The story is similar elsewhere, with growing competition cutting into the profits of casinos and changing the dynamics of the casino business in more and more states. For example, Delaware has had to put millions of dollars toward bailing out its 3 casinos, while New Jersey has spent hundreds of millions trying to prop up its casinos, only to see a third of them close in the past 20 months. In Ohio and Maryland, casino revenue is roughly 40% below original projections.

As the casinos’ profits slide, we have also been getting a clearer picture of the overall economic and social downside of what has happened in Connecticut.

First, with less out of state money coming in, an increasing percentage of the casinos’ profits and resulting state revenue is coming from the gambling losses of Connecticut residents, resulting in what Nobel Prize-winning economist Paul Samuelson called “the sterile transfer of money” from one group to another without creating any net new value.

Second, even with all the out-of-state money that came in in the past, the Connecticut casinos did little to create spin-off businesses, but did cannibalize other businesses.

One example of cannibalization actually involved a good friend of mine who owned one of the region’s most successful restaurants and who I never saw more excited than when one of the casinos opened nearby. He thought the casino would be great for his business, that with all the people coming down from Boston and up from New York, surely hundreds of them would stop at his restaurant every week.

Unfortunately, it didn’t work out that way, and I remember what he told me when he closed his restaurant because of competition from the casinos. “I have to admit,” he said sadly, “that I had no idea how the casinos actually work. But now I understand. People drive to the casinos, play at the casinos, go to shows at the casinos, stay at the casino hotels, eat at the casino restaurants, and then fill up their gas tanks at the casino gas stations and drive home. We as local merchants rarely see any of them.”

As casino mogul Steve Wynn once told a group of Connecticut businessmen when he was trying to put a casino in Bridgeport: “Get it straight, there is no reason on earth for any of you to expect for more than one second that just because (people come to my casino) they are going to run into your store or restaurant.”

And third, there is little evidence that casinos ultimately strengthen state or local government finances. Connecticut receives 25% of its casinos’ slots profits, which has provided the state with over $6 ½ billion in revenue in the past 22 years. Yet CT today is in the worst financial shape in its history, with a lagging economy and the third worst debt and unfunded liability ratio of any state.

And then there are the social issues.

For starters, the casinos have created a pervasive gambling culture in southeastern CT and they were followed by a steep increase in the number of CT residents seeking treatment for gambling addiction, with an attendant increase in debt, bankruptcies, broken families and crime.

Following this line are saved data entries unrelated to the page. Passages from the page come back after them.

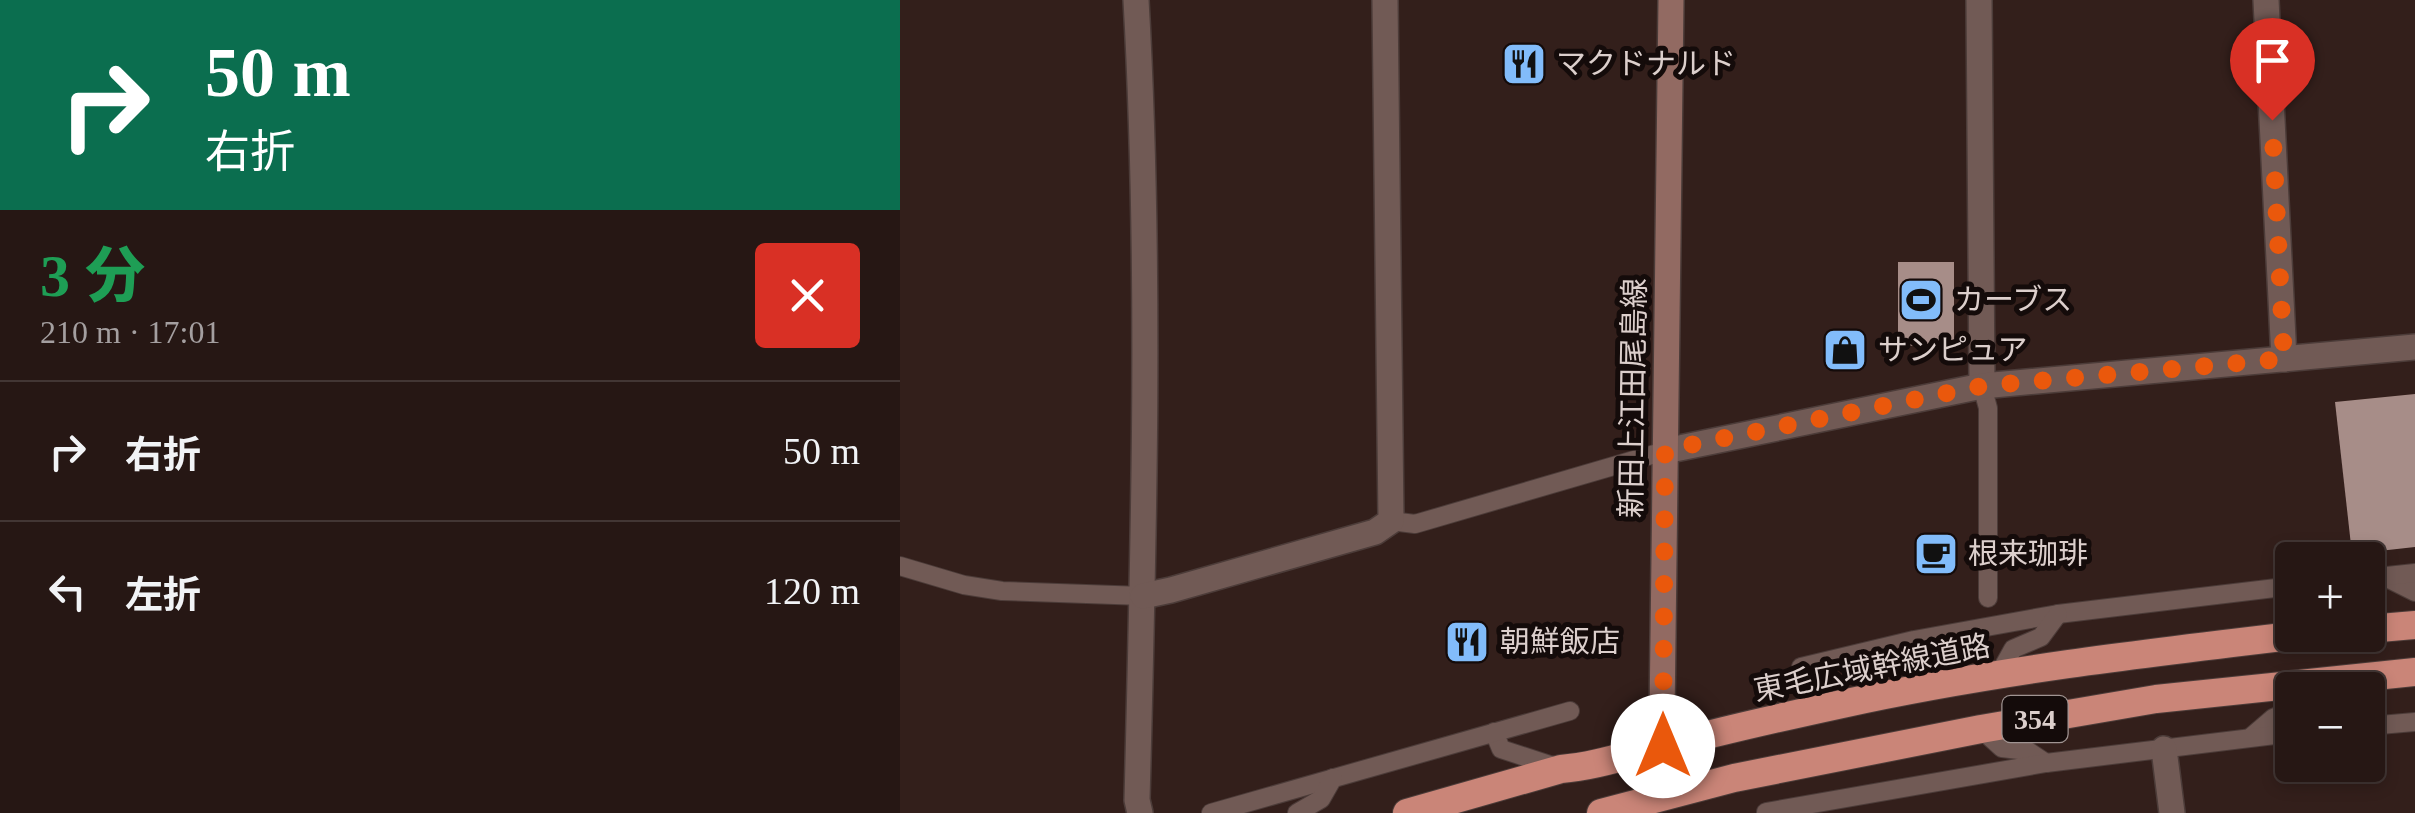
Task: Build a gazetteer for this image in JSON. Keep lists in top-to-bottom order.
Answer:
{
  "streets": {
    "highway": ["東毛広域幹線道路", "354"],
    "main road": ["新田上江田尾島線"]
  },
  "crossings": [
    ["新田上江田尾島線", "東毛広域幹線道路"],
    ["新田上江田尾島線", "354"]
  ],
  "places": {
    "restaurant": ["マクドナルド", "朝鮮飯店"],
    "sports": ["カーブス"],
    "shop": ["サンピュア"],
    "cafe": ["根来珈琲"]
  },
  "page": {
    "turn": ["50 m", "右折"],
    "heading": ["3 分", "210 m · 17:01"],
    "list": [
      {
        "name": "右折",
        "value": "50 m"
      },
      {
        "name": "左折",
        "value": "120 m"
      }
    ],
    "map_buttons": ["+", "−"]
  }
}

One of the most remarkable findings from a 2009 state-sponsored study was that there had been a 400% increase in arrests for embezzlements in Connecticut since the casinos opened, a rate of increase 10 times the national average.

One of the embezzlers, incidentally, was my tax collector in the town of Ledyard, where Foxwoods is located. She stole $302,000 from tax receipts to play the slots at Foxwoods. And of course she didn’t win. Indeed, statistically it is almost impossible to win when the casino takes up to 10% of everything you bet over time. I should note that the embezzler, who was sentenced to prison, had a pristine record as an individual and public servant before she became hooked on slots.

There were so many embezzlement cases in southeastern Connecticut, in fact, that a columnist for the New London Day newspaper described the region as the embezzlement capital of America.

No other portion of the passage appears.